Stored data entries:
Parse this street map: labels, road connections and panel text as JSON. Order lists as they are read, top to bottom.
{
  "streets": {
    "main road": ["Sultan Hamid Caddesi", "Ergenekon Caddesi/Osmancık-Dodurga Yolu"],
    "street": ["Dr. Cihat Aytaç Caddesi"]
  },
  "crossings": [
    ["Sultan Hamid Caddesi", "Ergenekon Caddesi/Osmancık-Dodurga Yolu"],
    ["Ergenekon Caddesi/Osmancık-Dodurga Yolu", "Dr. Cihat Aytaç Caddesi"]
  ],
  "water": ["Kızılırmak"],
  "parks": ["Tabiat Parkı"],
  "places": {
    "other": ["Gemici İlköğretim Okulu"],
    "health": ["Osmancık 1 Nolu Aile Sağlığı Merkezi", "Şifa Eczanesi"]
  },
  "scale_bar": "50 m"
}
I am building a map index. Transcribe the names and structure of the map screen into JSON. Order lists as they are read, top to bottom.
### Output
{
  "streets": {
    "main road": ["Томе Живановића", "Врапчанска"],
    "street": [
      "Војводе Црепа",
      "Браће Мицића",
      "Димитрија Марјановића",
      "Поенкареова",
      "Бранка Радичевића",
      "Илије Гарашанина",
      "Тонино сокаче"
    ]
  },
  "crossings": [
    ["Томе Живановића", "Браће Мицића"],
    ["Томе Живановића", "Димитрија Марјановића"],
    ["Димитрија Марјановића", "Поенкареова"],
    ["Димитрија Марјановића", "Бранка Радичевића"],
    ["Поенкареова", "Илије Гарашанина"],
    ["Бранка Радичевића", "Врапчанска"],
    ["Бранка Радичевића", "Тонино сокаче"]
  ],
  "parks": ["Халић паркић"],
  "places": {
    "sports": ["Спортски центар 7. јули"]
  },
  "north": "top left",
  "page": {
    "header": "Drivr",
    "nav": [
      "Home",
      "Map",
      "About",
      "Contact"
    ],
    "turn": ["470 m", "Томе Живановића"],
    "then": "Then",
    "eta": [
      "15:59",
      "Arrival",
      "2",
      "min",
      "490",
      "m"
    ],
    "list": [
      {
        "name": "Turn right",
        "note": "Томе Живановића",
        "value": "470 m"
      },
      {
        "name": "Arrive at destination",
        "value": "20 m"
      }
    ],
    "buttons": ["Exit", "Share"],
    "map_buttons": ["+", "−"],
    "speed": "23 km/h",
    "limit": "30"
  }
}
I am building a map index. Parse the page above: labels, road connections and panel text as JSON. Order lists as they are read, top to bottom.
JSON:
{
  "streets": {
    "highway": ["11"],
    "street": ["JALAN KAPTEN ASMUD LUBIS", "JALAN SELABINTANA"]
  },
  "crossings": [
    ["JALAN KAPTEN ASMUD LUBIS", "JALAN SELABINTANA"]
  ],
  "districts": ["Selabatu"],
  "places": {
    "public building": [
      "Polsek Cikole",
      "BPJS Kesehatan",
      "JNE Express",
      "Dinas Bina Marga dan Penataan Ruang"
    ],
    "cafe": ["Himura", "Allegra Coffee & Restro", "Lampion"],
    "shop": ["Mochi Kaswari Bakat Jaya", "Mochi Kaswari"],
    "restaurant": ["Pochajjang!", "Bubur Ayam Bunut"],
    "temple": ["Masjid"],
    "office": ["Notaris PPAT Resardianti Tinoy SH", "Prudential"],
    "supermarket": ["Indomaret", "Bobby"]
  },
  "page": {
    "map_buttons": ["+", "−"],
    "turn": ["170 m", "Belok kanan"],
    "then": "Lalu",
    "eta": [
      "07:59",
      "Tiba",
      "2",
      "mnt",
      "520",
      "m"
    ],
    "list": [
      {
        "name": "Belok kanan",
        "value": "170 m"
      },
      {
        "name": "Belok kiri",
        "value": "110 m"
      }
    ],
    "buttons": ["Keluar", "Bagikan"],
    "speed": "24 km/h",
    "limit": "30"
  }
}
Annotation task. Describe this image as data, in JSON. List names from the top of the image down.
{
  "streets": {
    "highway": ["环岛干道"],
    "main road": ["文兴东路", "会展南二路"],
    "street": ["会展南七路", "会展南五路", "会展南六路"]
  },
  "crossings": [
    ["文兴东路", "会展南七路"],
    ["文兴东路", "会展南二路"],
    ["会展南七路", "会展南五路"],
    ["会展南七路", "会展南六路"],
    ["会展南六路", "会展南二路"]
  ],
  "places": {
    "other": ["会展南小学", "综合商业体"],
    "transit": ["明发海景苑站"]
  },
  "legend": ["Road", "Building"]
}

--- What is being asked ---
Would you repeat the records above without any changes?

--- Answer to this exercise ---
Parse this street map: labels, road connections and panel text as JSON. Order lists as they are read, top to bottom.
{
  "streets": {
    "main road": ["Sultan Hamid Caddesi", "Ergenekon Caddesi/Osmancık-Dodurga Yolu"],
    "street": ["Dr. Cihat Aytaç Caddesi"]
  },
  "crossings": [
    ["Sultan Hamid Caddesi", "Ergenekon Caddesi/Osmancık-Dodurga Yolu"],
    ["Ergenekon Caddesi/Osmancık-Dodurga Yolu", "Dr. Cihat Aytaç Caddesi"]
  ],
  "water": ["Kızılırmak"],
  "parks": ["Tabiat Parkı"],
  "places": {
    "other": ["Gemici İlköğretim Okulu"],
    "health": ["Osmancık 1 Nolu Aile Sağlığı Merkezi", "Şifa Eczanesi"]
  },
  "scale_bar": "50 m"
}
I am building a map index. Transcribe the names and structure of the map screen into JSON. Order lists as they are read, top to bottom.
### Output
{
  "streets": {
    "main road": ["Томе Живановића", "Врапчанска"],
    "street": [
      "Војводе Црепа",
      "Браће Мицића",
      "Димитрија Марјановића",
      "Поенкареова",
      "Бранка Радичевића",
      "Илије Гарашанина",
      "Тонино сокаче"
    ]
  },
  "crossings": [
    ["Томе Живановића", "Браће Мицића"],
    ["Томе Живановића", "Димитрија Марјановића"],
    ["Димитрија Марјановића", "Поенкареова"],
    ["Димитрија Марјановића", "Бранка Радичевића"],
    ["Поенкареова", "Илије Гарашанина"],
    ["Бранка Радичевића", "Врапчанска"],
    ["Бранка Радичевића", "Тонино сокаче"]
  ],
  "parks": ["Халић паркић"],
  "places": {
    "sports": ["Спортски центар 7. јули"]
  },
  "north": "top left",
  "page": {
    "header": "Drivr",
    "nav": [
      "Home",
      "Map",
      "About",
      "Contact"
    ],
    "turn": ["470 m", "Томе Живановића"],
    "then": "Then",
    "eta": [
      "15:59",
      "Arrival",
      "2",
      "min",
      "490",
      "m"
    ],
    "list": [
      {
        "name": "Turn right",
        "note": "Томе Живановића",
        "value": "470 m"
      },
      {
        "name": "Arrive at destination",
        "value": "20 m"
      }
    ],
    "buttons": ["Exit", "Share"],
    "map_buttons": ["+", "−"],
    "speed": "23 km/h",
    "limit": "30"
  }
}
I am building a map index. Parse the page above: labels, road connections and panel text as JSON. Order lists as they are read, top to bottom.
JSON:
{
  "streets": {
    "highway": ["11"],
    "street": ["JALAN KAPTEN ASMUD LUBIS", "JALAN SELABINTANA"]
  },
  "crossings": [
    ["JALAN KAPTEN ASMUD LUBIS", "JALAN SELABINTANA"]
  ],
  "districts": ["Selabatu"],
  "places": {
    "public building": [
      "Polsek Cikole",
      "BPJS Kesehatan",
      "JNE Express",
      "Dinas Bina Marga dan Penataan Ruang"
    ],
    "cafe": ["Himura", "Allegra Coffee & Restro", "Lampion"],
    "shop": ["Mochi Kaswari Bakat Jaya", "Mochi Kaswari"],
    "restaurant": ["Pochajjang!", "Bubur Ayam Bunut"],
    "temple": ["Masjid"],
    "office": ["Notaris PPAT Resardianti Tinoy SH", "Prudential"],
    "supermarket": ["Indomaret", "Bobby"]
  },
  "page": {
    "map_buttons": ["+", "−"],
    "turn": ["170 m", "Belok kanan"],
    "then": "Lalu",
    "eta": [
      "07:59",
      "Tiba",
      "2",
      "mnt",
      "520",
      "m"
    ],
    "list": [
      {
        "name": "Belok kanan",
        "value": "170 m"
      },
      {
        "name": "Belok kiri",
        "value": "110 m"
      }
    ],
    "buttons": ["Keluar", "Bagikan"],
    "speed": "24 km/h",
    "limit": "30"
  }
}
Annotation task. Describe this image as data, in JSON. List names from the top of the image down.
{
  "streets": {
    "highway": ["环岛干道"],
    "main road": ["文兴东路", "会展南二路"],
    "street": ["会展南七路", "会展南五路", "会展南六路"]
  },
  "crossings": [
    ["文兴东路", "会展南七路"],
    ["文兴东路", "会展南二路"],
    ["会展南七路", "会展南五路"],
    ["会展南七路", "会展南六路"],
    ["会展南六路", "会展南二路"]
  ],
  "places": {
    "other": ["会展南小学", "综合商业体"],
    "transit": ["明发海景苑站"]
  },
  "legend": ["Road", "Building"]
}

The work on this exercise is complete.